Cette nouvelle étude apporte plusieurs enseignements importants :


1. Tous les patients ne répondent pas de la même manière aux agonistes du GLP-1.


2. La réponse peut concerner plusieurs paramètres métaboliques, pas uniquement la glycémie.


3. Certaines variations génétiques du récepteur GLP1R semblent associées à une moins bonne réponse dans cette cohorte.


4. La génétique pourrait participer à expliquer une partie de la variabilité individuelle.


5. Ces résultats restent préliminaires et ne permettent pas encore de modifier la pratique clinique.


L'enjeu des prochaines années sera probablement de mieux comprendre pourquoi certains patients répondent remarquablement bien à un traitement tandis que d'autres en tirent un bénéfice limité.

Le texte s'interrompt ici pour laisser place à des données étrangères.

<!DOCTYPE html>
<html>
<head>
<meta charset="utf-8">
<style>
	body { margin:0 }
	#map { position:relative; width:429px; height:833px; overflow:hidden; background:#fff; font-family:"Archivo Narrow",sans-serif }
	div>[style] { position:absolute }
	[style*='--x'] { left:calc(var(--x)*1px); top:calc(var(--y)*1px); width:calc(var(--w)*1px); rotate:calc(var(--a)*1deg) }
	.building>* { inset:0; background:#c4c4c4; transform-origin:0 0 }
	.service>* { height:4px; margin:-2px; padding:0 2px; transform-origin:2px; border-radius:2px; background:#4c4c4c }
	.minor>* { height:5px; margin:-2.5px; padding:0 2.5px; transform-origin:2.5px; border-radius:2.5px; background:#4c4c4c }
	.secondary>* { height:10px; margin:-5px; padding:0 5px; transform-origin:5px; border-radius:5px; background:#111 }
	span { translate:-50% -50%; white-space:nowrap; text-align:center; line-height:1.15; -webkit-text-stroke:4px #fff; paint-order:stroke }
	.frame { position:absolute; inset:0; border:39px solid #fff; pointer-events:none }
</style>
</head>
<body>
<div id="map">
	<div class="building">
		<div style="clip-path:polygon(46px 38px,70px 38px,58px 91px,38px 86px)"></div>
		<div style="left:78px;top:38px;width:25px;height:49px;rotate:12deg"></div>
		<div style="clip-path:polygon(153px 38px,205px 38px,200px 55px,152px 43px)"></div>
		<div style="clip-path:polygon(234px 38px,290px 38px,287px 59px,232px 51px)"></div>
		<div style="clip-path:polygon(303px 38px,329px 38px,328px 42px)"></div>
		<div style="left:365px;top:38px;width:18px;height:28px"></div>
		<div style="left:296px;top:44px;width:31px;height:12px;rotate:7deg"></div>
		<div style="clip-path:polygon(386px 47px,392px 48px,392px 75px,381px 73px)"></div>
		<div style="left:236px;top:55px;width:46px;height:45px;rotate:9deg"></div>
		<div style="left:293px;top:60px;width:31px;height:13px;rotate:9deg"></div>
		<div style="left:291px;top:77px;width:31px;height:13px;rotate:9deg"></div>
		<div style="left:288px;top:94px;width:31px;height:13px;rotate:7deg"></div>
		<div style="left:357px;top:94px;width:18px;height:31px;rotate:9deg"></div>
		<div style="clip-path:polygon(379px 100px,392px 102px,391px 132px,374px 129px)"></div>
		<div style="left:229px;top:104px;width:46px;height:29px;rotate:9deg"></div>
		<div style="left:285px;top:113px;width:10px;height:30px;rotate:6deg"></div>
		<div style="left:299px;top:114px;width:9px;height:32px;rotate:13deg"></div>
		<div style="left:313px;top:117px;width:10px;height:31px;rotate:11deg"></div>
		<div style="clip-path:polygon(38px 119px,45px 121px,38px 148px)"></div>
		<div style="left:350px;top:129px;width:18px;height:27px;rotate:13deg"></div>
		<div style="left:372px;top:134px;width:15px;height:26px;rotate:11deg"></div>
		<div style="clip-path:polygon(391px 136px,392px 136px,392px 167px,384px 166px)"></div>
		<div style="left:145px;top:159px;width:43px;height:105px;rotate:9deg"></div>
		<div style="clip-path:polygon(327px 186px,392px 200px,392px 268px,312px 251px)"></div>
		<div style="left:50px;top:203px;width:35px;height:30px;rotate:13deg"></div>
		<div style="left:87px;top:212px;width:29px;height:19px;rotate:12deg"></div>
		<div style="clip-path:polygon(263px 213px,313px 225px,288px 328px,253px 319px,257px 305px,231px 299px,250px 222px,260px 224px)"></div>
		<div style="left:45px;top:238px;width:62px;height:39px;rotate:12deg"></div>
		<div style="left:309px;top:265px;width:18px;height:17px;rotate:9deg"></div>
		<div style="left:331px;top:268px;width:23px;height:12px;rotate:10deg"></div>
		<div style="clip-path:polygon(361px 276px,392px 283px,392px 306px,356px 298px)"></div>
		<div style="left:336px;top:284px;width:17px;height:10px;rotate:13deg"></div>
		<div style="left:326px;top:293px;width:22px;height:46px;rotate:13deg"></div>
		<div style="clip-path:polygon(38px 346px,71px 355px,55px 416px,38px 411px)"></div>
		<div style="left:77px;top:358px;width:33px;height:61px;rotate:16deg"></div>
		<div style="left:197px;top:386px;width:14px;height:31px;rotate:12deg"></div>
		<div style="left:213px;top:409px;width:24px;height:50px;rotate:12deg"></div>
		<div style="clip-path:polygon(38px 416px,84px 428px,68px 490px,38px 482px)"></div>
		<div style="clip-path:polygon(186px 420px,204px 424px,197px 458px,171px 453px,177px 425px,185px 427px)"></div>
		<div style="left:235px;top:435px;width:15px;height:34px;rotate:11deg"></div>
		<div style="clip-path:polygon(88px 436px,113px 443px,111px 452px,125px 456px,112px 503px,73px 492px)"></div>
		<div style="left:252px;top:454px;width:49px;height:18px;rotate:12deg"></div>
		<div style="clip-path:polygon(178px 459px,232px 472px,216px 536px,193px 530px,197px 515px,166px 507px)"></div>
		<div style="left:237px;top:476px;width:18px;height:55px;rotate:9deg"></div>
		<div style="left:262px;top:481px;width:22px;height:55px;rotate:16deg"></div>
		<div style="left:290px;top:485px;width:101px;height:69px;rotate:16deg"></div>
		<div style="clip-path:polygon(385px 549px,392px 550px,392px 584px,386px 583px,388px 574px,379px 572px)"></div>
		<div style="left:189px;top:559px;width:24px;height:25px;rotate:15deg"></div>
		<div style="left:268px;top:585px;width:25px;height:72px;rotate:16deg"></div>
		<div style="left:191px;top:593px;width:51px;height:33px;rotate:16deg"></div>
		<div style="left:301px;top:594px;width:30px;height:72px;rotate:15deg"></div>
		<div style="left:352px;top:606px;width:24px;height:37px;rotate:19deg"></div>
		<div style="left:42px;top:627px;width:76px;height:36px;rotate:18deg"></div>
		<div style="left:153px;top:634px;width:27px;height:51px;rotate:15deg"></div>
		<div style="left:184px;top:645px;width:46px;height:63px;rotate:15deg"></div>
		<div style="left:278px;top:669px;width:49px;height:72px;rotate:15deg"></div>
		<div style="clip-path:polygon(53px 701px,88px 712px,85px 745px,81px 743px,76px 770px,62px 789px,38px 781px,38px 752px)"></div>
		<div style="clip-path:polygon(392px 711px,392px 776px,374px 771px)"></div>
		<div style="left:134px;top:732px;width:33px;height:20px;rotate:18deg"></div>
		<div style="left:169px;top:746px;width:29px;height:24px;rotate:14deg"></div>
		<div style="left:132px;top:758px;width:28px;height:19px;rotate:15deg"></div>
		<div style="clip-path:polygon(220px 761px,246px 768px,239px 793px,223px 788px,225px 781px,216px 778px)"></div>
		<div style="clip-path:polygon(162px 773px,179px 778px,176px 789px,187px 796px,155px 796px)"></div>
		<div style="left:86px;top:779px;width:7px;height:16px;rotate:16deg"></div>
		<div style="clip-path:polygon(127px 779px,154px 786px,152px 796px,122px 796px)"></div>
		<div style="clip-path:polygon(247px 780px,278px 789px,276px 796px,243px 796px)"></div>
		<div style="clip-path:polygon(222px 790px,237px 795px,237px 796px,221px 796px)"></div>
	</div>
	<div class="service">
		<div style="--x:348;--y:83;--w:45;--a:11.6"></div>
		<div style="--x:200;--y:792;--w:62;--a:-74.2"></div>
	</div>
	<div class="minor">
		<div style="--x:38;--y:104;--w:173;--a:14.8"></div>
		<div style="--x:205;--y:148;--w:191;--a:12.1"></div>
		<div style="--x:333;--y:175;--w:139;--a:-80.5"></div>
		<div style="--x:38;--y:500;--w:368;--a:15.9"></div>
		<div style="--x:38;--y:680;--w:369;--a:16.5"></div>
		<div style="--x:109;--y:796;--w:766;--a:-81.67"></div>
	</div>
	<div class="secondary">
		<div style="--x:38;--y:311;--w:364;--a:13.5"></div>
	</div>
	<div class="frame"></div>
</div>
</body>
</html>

Cette connaissance pourrait permettre de proposer des traitements de plus en plus personnalisés, qu'ils soient médicaux ou chirurgicaux.


Source scientifique


Tirumalasetty MB, Wang VHC, Mohiuddin MS, et al. GLP1R Variants and Polygenic Risk Underlie Heterogeneous Response to GLP-1 Receptor Agonists in Type 2 Diabetes. medRxiv, publié le 2 août 2026. Preprint non évalué par les pairs.